Top of Data section

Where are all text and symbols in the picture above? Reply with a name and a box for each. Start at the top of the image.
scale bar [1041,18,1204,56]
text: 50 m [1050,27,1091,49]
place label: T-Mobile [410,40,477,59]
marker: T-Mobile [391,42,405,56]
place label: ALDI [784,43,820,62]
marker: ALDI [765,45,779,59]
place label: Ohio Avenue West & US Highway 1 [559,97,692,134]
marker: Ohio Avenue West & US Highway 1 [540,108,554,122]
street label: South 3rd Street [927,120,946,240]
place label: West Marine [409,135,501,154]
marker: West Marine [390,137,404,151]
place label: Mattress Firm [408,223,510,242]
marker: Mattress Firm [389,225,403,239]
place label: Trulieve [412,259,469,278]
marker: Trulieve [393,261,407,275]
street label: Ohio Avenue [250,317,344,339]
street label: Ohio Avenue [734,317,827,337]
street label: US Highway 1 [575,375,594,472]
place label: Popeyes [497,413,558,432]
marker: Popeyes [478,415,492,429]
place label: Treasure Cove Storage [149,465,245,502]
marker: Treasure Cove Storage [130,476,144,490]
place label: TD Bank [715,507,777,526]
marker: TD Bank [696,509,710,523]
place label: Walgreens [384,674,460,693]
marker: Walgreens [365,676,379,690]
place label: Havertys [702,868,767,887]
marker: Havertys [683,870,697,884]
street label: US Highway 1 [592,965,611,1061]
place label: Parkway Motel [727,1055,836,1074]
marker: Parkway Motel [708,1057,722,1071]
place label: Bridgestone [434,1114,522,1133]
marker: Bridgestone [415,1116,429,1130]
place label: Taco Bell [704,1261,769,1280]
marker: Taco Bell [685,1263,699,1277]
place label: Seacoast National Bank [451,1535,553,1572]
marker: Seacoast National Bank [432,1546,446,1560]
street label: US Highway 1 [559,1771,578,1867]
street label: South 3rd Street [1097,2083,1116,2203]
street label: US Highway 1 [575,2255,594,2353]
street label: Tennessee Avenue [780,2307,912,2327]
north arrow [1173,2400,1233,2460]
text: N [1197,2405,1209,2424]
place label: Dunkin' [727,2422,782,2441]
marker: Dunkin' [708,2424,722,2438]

Bottom of Data section

[The problem] Transcribe each entry verbatim, leaving none out.

[Solution for this task]
Where are all text and symbols in the picture above? Reply with a name and a box for each. Start at the top of the image.
scale bar [1041,18,1204,56]
text: 50 m [1050,27,1091,49]
place label: T-Mobile [410,40,477,59]
marker: T-Mobile [391,42,405,56]
place label: ALDI [784,43,820,62]
marker: ALDI [765,45,779,59]
place label: Ohio Avenue West & US Highway 1 [559,97,692,134]
marker: Ohio Avenue West & US Highway 1 [540,108,554,122]
street label: South 3rd Street [927,120,946,240]
place label: West Marine [409,135,501,154]
marker: West Marine [390,137,404,151]
place label: Mattress Firm [408,223,510,242]
marker: Mattress Firm [389,225,403,239]
place label: Trulieve [412,259,469,278]
marker: Trulieve [393,261,407,275]
street label: Ohio Avenue [250,317,344,339]
street label: Ohio Avenue [734,317,827,337]
street label: US Highway 1 [575,375,594,472]
place label: Popeyes [497,413,558,432]
marker: Popeyes [478,415,492,429]
place label: Treasure Cove Storage [149,465,245,502]
marker: Treasure Cove Storage [130,476,144,490]
place label: TD Bank [715,507,777,526]
marker: TD Bank [696,509,710,523]
place label: Walgreens [384,674,460,693]
marker: Walgreens [365,676,379,690]
place label: Havertys [702,868,767,887]
marker: Havertys [683,870,697,884]
street label: US Highway 1 [592,965,611,1061]
place label: Parkway Motel [727,1055,836,1074]
marker: Parkway Motel [708,1057,722,1071]
place label: Bridgestone [434,1114,522,1133]
marker: Bridgestone [415,1116,429,1130]
place label: Taco Bell [704,1261,769,1280]
marker: Taco Bell [685,1263,699,1277]
place label: Seacoast National Bank [451,1535,553,1572]
marker: Seacoast National Bank [432,1546,446,1560]
street label: US Highway 1 [559,1771,578,1867]
street label: South 3rd Street [1097,2083,1116,2203]
street label: US Highway 1 [575,2255,594,2353]
street label: Tennessee Avenue [780,2307,912,2327]
north arrow [1173,2400,1233,2460]
text: N [1197,2405,1209,2424]
place label: Dunkin' [727,2422,782,2441]
marker: Dunkin' [708,2424,722,2438]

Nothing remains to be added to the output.